Inference Engine Traces

Introduction

As described on the Inference Engine Debugging page, debugging or testing of the Inference Engine requires “traces” — samples of data simulating that which would come from a bus (i.e. the inputs) and, ideally, the desired results produced by the Inference Engine (i.e. the outputs). Traces that have the desired/specified outputs are referred to as “labeled” traces, because the inputs are “labeled” with the desired outputs.

This page describes the format of trace files, and the process/guidelines by which to create a trace file.

There are many examples of traces created according to the format and conventions described in this page already in the onebusaway-nyc repository: https://github.com/camsys/onebusaway-nyc/tree/master/onebusaway-nyc-integration-tests/src/integration-test/resources/traces

To create an integration tests from the trace file, see Creating an Integration Test

Trace File Format

Each trace is embodied by a single plain text CSV file, with the columns described below.

Input Columns:

These are the columns that define the inputs to the Inference Engine.

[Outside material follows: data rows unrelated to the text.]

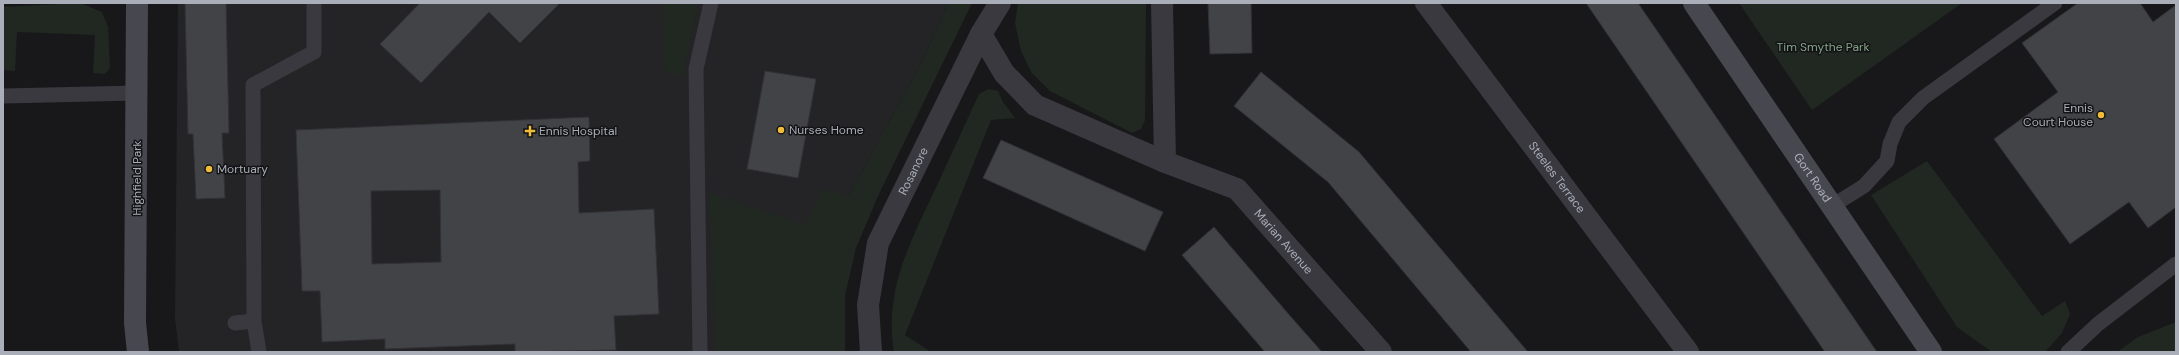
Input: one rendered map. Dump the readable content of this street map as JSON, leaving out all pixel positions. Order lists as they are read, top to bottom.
{
  "streets": {
    "main road": ["Gort Road", "Highfield Park"],
    "street": ["Rosanore", "Steeles Terrace", "Marian Avenue"]
  },
  "crossings": [
    ["Rosanore", "Marian Avenue"]
  ],
  "parks": ["Tim Smythe Park"],
  "places": {
    "other": ["Ennis Court House", "Nurses Home", "Mortuary"],
    "health": ["Ennis Hospital"]
  }
}
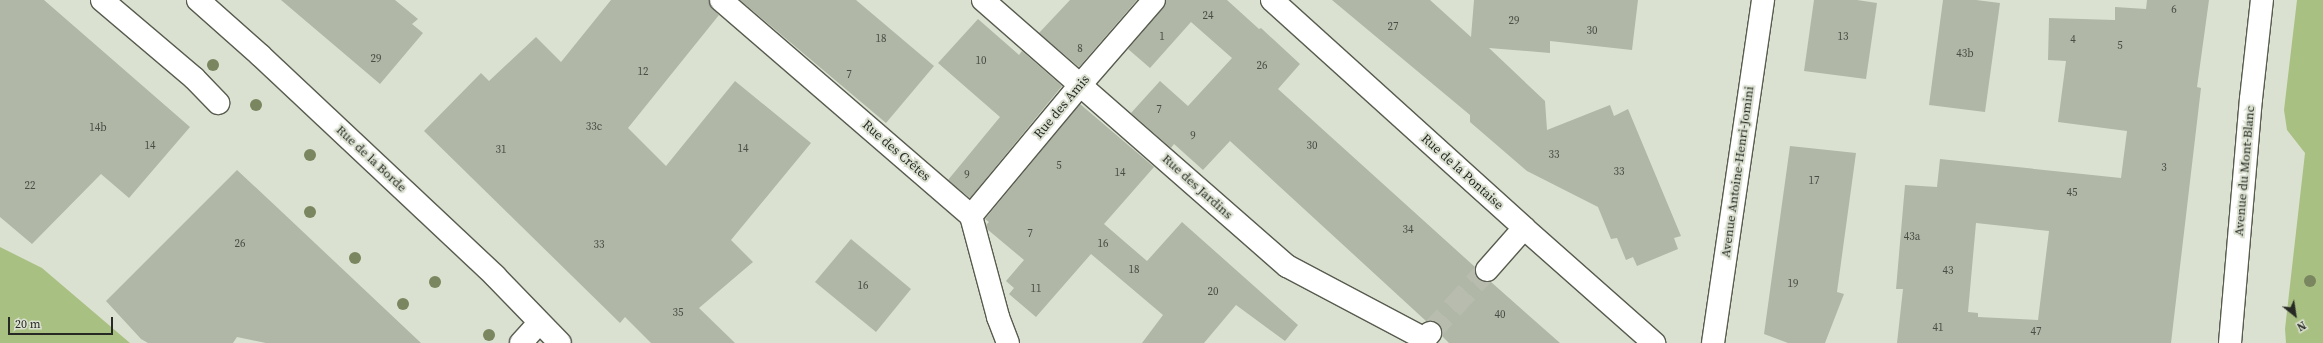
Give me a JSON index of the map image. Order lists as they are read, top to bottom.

Column	Description	Required	Example	Notes
vid	Vehicle ID, fully qualified with agency ID	Required	MTA NYCT_7564
lat	Latitude	Required	40.553357
lon	Longitude	Required	-74.117308
operator_id	Numeric employee ID	Required	123456	Actual value is irrelevant, can use arbitrary value.
reported_run_id	Run ID transmitted from the bus. Not agency-qualified.	Optional?	63-101	This column is not expected to match directly to run ID’s in the bundle; it is fuzzy-matched.
assigned_run_id	Run ID assigned to the operator whose ID was received from the bus. Not agency-qualified.	Optional	B63-101	This column must match exactly a run in the bundle.
timestamp	Timestamp, in YYYY-MM-DD HH:MM:SS	Required	2012-01-11 09:13:52	This is assumed to be in the same timezone as the location of the bundle.
dsc	Desgination Sign Code, numeric	Optional	4630
direction_deg	Bearing of the bus, decimal	Optional	80.28	North is… 0?
speed	Speed, in integer MPH	Optional	35

Output Columns (aka “labels”):

These are the columns that define the expected outputs of the Inference Engine. Integration tests only tests the inferred outputs against those columns that are provided in the trace.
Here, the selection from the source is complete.